Aug 162009
 

 

Description: “Equal parts Groucho Marx and Stephen Jay Gould, both enlightening and entertaining.”—Sunday Denver Post & Rocky Mountain News

The best-selling author of Stiff: The Curious Lives of Human Cadavers now trains her considerable wit and curiosity on the human soul. What happens when we die? Does the light just go out and that’s that—the million-year nap? Or will some part of my personality, my me-ness persist? What will that feel like? What will I do all day? Is there a place to plug in my lap-top?”

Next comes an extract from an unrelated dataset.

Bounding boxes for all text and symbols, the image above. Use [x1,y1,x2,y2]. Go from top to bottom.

In an attempt to find out, Mary Roach brings her tireless curiosity to bear on an array of contemporary and historical soul-searchers: scientists, schemers, engineers, mediums, all trying to prove (or disprove) that life goes on after we die. She begins the journey in rural India with a reincarnation researcher and ends up in a University of Virginia operating room where cardiologists have installed equipment near the ceiling to study out-of-body near-death experiences. Along the way, she enrolls in an English medium school, gets electromagnetically haunted at a university in Ontario, and visits a Duke University professor with a plan to weigh the consciousness of a leech. Her historical wanderings unearth soul-seeking philosophers who rummaged through cadavers and calves’ heads, a North Carolina lawsuit that established legal precedence for ghosts, and the last surviving sample of “ectoplasm” in a Cambridge University archive.

BookieMonster says: This book is hilarious. And as more of an internal chuckler I truly mean laugh-out-loud, uncontrollable hilarity.  It’s also really interesting, an exploration of various different current and historical ideas about the afterlife, the paranormal and the human (and animal) soul. Roach is an entertaining narrator, taking us from Indian villages to university laboratories to “medium school”, and also comes across as a charming person – her subjects certainly seem to take her questioning with good humour.

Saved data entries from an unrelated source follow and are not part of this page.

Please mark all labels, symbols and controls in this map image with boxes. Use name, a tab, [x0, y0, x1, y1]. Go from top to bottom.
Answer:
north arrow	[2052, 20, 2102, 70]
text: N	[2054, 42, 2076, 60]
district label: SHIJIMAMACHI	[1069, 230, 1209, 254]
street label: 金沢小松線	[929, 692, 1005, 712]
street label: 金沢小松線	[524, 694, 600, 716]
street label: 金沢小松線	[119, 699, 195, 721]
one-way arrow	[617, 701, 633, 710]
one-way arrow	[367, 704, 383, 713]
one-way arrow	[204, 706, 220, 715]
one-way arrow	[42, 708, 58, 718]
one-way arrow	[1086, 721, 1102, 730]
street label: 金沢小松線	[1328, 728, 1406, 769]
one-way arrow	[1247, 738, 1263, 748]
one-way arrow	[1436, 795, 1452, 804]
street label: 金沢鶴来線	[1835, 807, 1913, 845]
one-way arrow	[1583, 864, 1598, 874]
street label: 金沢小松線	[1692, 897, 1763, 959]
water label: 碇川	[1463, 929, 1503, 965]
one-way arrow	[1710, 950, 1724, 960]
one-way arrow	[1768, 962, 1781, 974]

She also peppers her investigation with frequent and frequently hilarious small anecdotes and meandering asides – which is gold for “useless information” geeks like myself. This is more entertaining journalism than scientific investigation (or even popular science) and as such I find myself sometimes wanting a little more detail on occasion. But then I’m happily diverted by some historical story, some witty aside or some sceptic skewering of the need to believe (for example the chapter on ectoplasm being produced by spiritualists – why, Roach asks, did supposed scientific men not notice how ectoplasm looked exactly like pieces of gauze or cheesecloth?).

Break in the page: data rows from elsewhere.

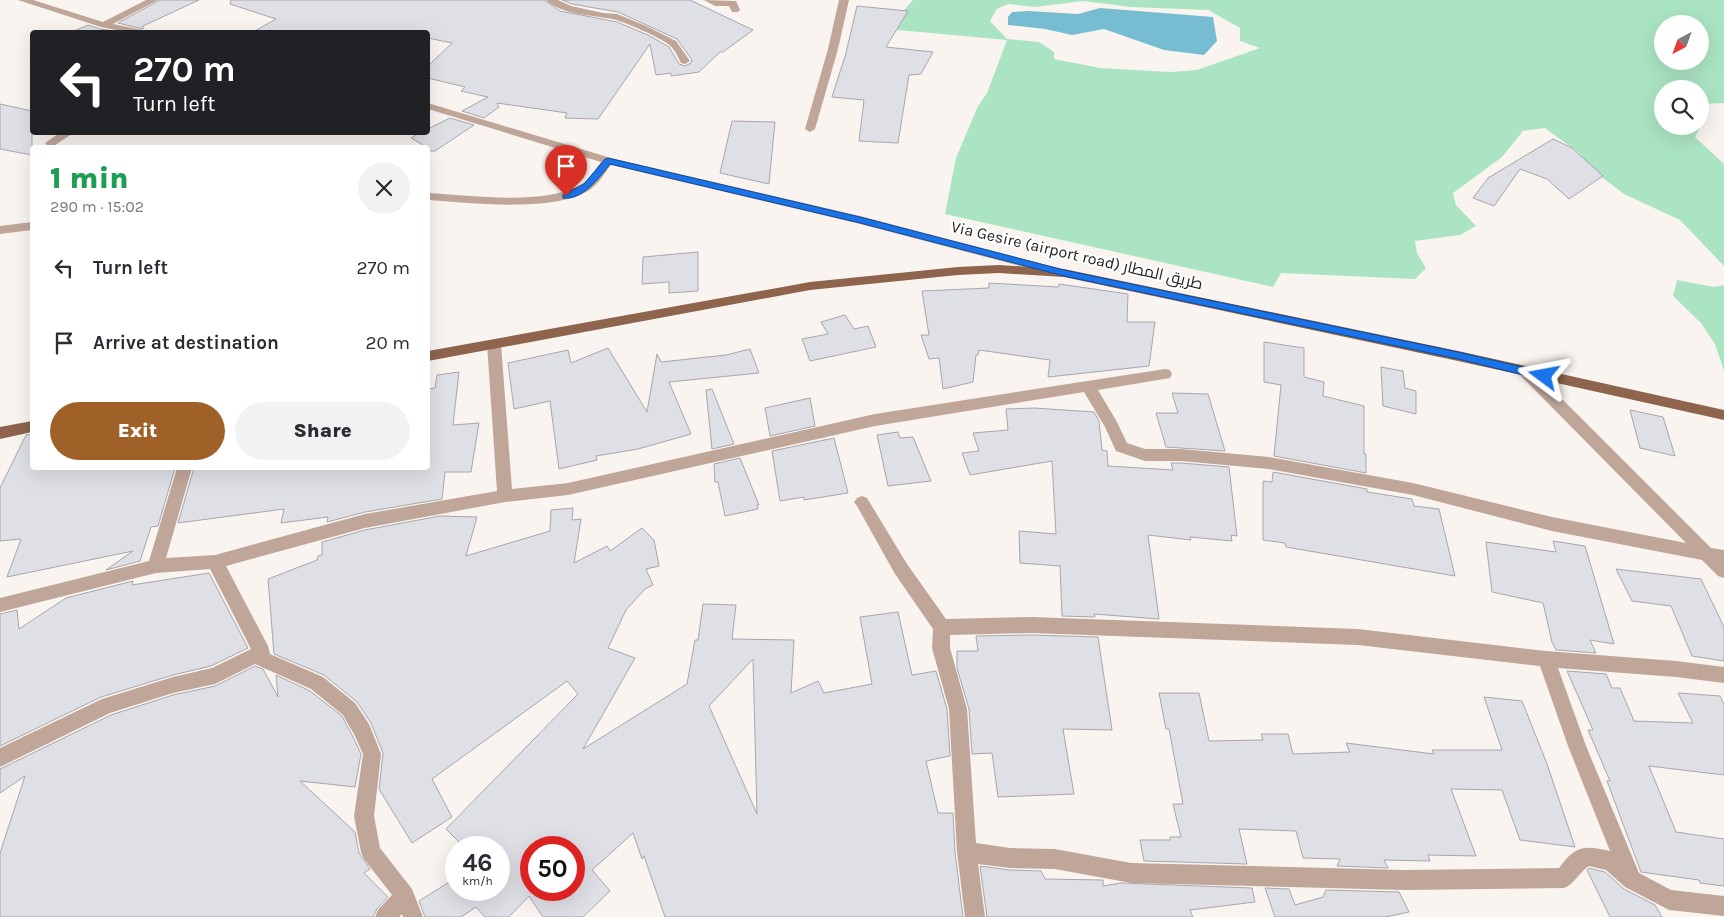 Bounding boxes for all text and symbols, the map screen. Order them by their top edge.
north arrow [1654,15,1709,70]
map controls [1654,15,1709,135]
text: 270 m [133,49,236,90]
icon: left [50,50,115,115]
button: search [1654,80,1709,135]
text: Turn left [133,91,216,117]
pin [545,145,587,196]
icon: arrive [552,152,580,180]
text: 1 min [50,160,129,196]
button: close [358,162,410,214]
text: 290 m · 15:02 [50,197,144,216]
street label: Via Gesire (airport road) طريق المطار [949,217,1205,294]
icon: left [50,254,78,282]
text: Turn left [93,257,168,279]
text: 270 m [357,257,410,279]
icon: arrive [50,329,78,357]
text: Arrive at destination [93,332,279,354]
text: 20 m [365,332,410,354]
position arrow [1517,349,1569,401]
button: Exit [50,402,225,460]
button: Share [235,402,410,460]
speed limit sign: 50 [520,836,585,901]
text: 46 [462,848,493,877]
text: km/h [462,874,493,888] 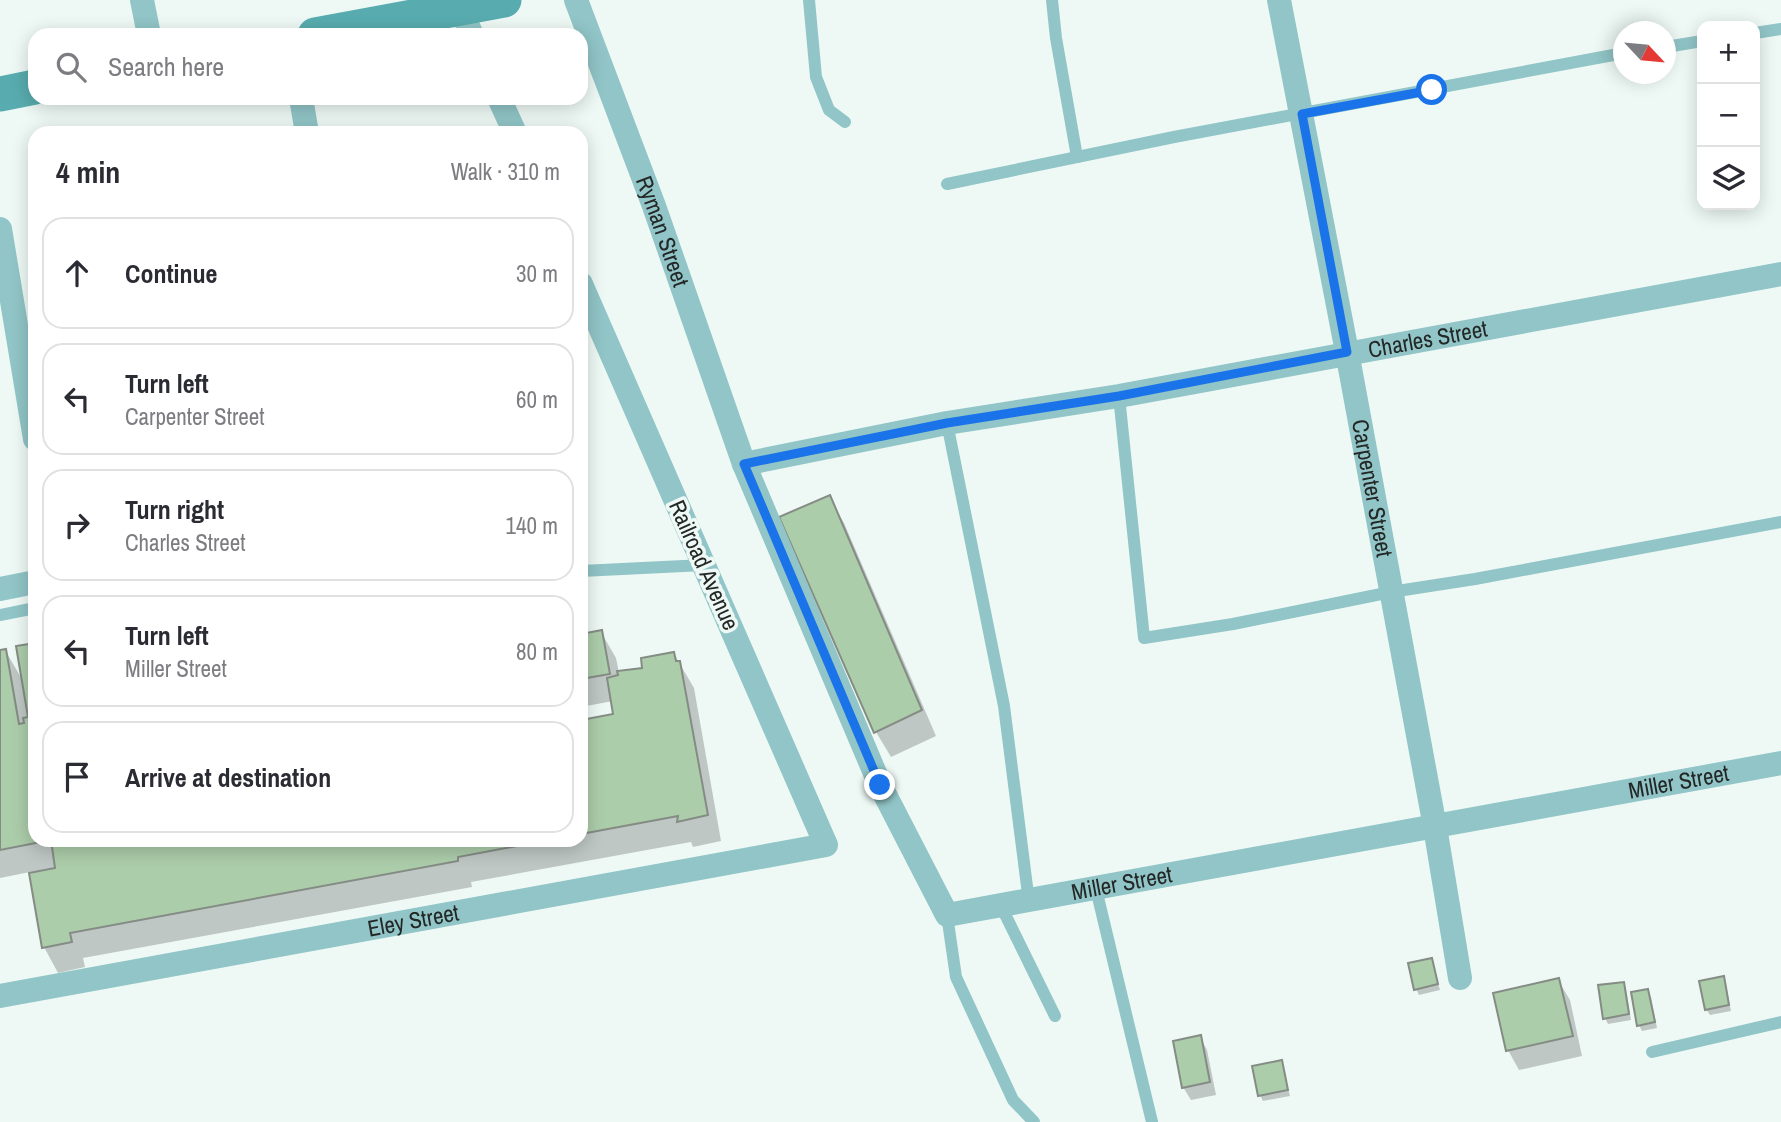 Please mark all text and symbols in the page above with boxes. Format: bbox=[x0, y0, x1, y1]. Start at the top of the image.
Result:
north arrow bbox=[1613, 21, 1676, 84]
map controls bbox=[1697, 21, 1760, 210]
button: + bbox=[1697, 21, 1760, 84]
search box bbox=[28, 28, 588, 105]
icon: search bbox=[52, 48, 90, 86]
text: Search here bbox=[108, 49, 224, 84]
route start bbox=[1416, 74, 1447, 105]
button: − bbox=[1697, 84, 1760, 147]
button: layers bbox=[1697, 147, 1760, 210]
text: 4 min bbox=[56, 152, 120, 192]
text: Walk · 310 m bbox=[451, 156, 560, 187]
street label: Ryman Street bbox=[629, 171, 697, 291]
icon: ahead bbox=[58, 254, 96, 292]
text: Continue bbox=[125, 256, 217, 291]
text: 30 m bbox=[516, 258, 558, 289]
street label: Charles Street bbox=[1365, 312, 1490, 365]
text: Turn left bbox=[125, 366, 209, 401]
icon: left bbox=[58, 380, 96, 418]
text: 60 m bbox=[516, 384, 558, 415]
text: Carpenter Street bbox=[125, 401, 264, 432]
street label: Carpenter Street bbox=[1345, 417, 1401, 560]
text: Turn right bbox=[125, 492, 224, 527]
street label: Railroad Avenue bbox=[662, 495, 747, 635]
icon: right bbox=[58, 506, 96, 544]
text: 140 m bbox=[506, 510, 558, 541]
text: Charles Street bbox=[125, 527, 246, 558]
text: Turn left bbox=[125, 618, 209, 653]
icon: left bbox=[58, 632, 96, 670]
text: 80 m bbox=[516, 636, 558, 667]
text: Miller Street bbox=[125, 653, 227, 684]
street label: Miller Street bbox=[1626, 757, 1731, 806]
icon: arrive bbox=[58, 758, 96, 796]
text: Arrive at destination bbox=[125, 760, 331, 795]
route end bbox=[864, 769, 895, 800]
street label: Miller Street bbox=[1069, 858, 1174, 907]
street label: Eley Street bbox=[365, 896, 461, 944]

If nothing else, Roach excels at introducing a much-needed amount of levity into what is almost invariably a very po-faced world: “Earlier today, I heard someone say the words, “I felt at one with the divine source of creation.”… I had to fight the urge to push back my chair and start screaming: STAND BACK! ALL OF YOU! I’VE GOT AN ARTHUR FINDLAY BOX CUTTER! Instead, I quietly excused myself and went to the bar, to commune with spirits I know how to relate to.”

Another BookieMonster Highly Recommended Read. I’m hooked on Mary Roach – and will be reading her other books, Bonk and Stiff, as soon as I can.